TheWholeRuth KindnessBeauty Louis Card

Mama is doing better too. She and I were talking about how it’s important to define what “better” means with her right now. The swelling in her knee has gone done about 85% and she’s waiting for her MRI authorization to go through. But she still can’t walk down a step without pain. And depression wise, after another dosage change that happened three weeks ago, her energy level is still very low, but her brain can think more. So she can watch an hour of TV instead of no TV at all. And she can participate in a conversation with more ease and mind clarity.

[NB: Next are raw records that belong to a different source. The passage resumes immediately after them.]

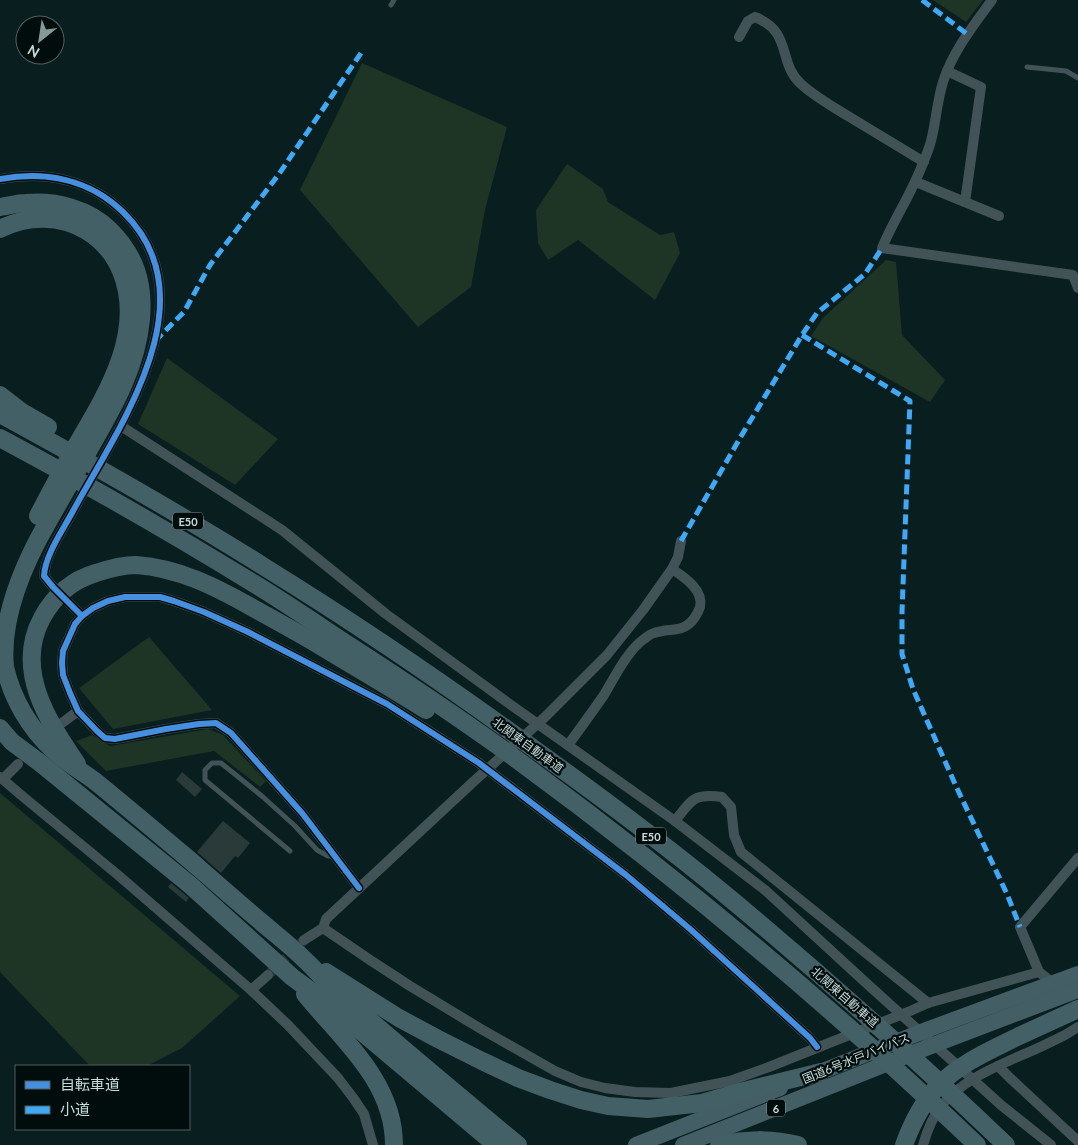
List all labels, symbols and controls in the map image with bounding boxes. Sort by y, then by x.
north arrow [15,15,65,65]
text: N [24,42,42,62]
road number: E50 [173,512,203,530]
street label: 北関東自動車道 [490,714,566,776]
road number: E50 [636,828,666,844]
street label: 北関東自動車道 [808,964,882,1030]
street label: 国道6号水戸バイパス [800,1030,912,1086]
legend [15,1065,190,1130]
text: 自転車道 [60,1075,120,1093]
text: 小道 [60,1100,90,1118]
road number: 6 [767,1100,785,1116]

She even said, in response to a positive story about Shane, “Please tell him I share his joy.” Like angel cake frosting in my ears! Yet at the same time, she said she still wouldn’t eat if someone didn’t make her eat because she has no appetite or motivation. But… she is doing BETTER!!!

Before Mom stayed with us, one of my best friends needed a place to stay and lived with us for two months, which sounds like a sleepover! And it is always fun to be around a bestie, but when we were barely able to take care of ourselves, it was also scary to be needed. He is doing BETTER now too! And having the house to ourselves is letting us focus on making life BETTER!

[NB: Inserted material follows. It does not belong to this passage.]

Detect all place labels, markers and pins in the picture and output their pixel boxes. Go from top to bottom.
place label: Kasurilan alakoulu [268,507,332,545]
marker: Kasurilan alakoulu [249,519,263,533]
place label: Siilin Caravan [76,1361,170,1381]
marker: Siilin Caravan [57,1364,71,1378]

And Shane’s studio job finally started!!! The job had been pushed back for two and a half months, in a way that seemed like it was going to start every two weeks so he couldn’t look for an in-between job. But now he has a job and he loves it, which is BETTER!!!

15.1.21 TheWholeRuth Sunshine Flower card

I am getting $400 a month from the government to live off of while my foot heals. Which sounds crazy. For multiple reasons… Because I don’t want to live off of the government, but I have to pay it back, so that makes it better! And the amount sounds too impossibly small to live on, but it helps with bills and food and gives me some freedom to focus on my foot, which makes things BETTER!

And now I also finally have health insurance that I can afford, because it’s free! And I have a regular physician and a regular physical therapist for the first time in seven years. My doctor said, “You have a team now that will help you.” I am supported and my healing is reflecting that. I had my first physical in eight years and I’m healthy! He said, “Your foot will heal and you are healthy.” BETTER!!!

I’m also very grateful to have learned that I’m codependent and I’m working on taking care of myself first. It’s a new mindset that is very foreign and freeing and I feel much more peace inside. It’s also helping my physical healing. Each day I feel better and… BETTER!

Also, here is some vague good news: Shane met with “some people” that appreciate his writing like his current studio does, for being the boundary-less, imaginative, playful writing that it is! And his studio was so giddily supportive of him meeting with “these people,” that it is such a gift for him to being surrounded by confident friends who are encouraging him to grow, giving him freedom to grow, and giving him the experience to grow. BETTER.

We chose a path to be artists. We had heard the phrase “starving artist,” but we didn’t truly understand what we were signing up for. We wouldn’t be able to be true to our hearts without your help. And if we weren’t allowed to be true to our hearts, I don’t know how we would live. Thank you for giving us life rafts to reach ourselves. Love you guys. I hope knowing that your spirits are helping ours brightens your day a bit and makes you feel BETTER…

14.12.7 TheWholeRuth ThankYou card

Math on the Beach

While our East coast friends are stuck in the cold, here in LA, the desert flowers are blooming. I went to the beach to do my physical therapy sand walking on a Tuesday at the end of February. And it was much more than therapy for my body. Rain had fallen the day before, which in LA is a rare and sky-changing thing.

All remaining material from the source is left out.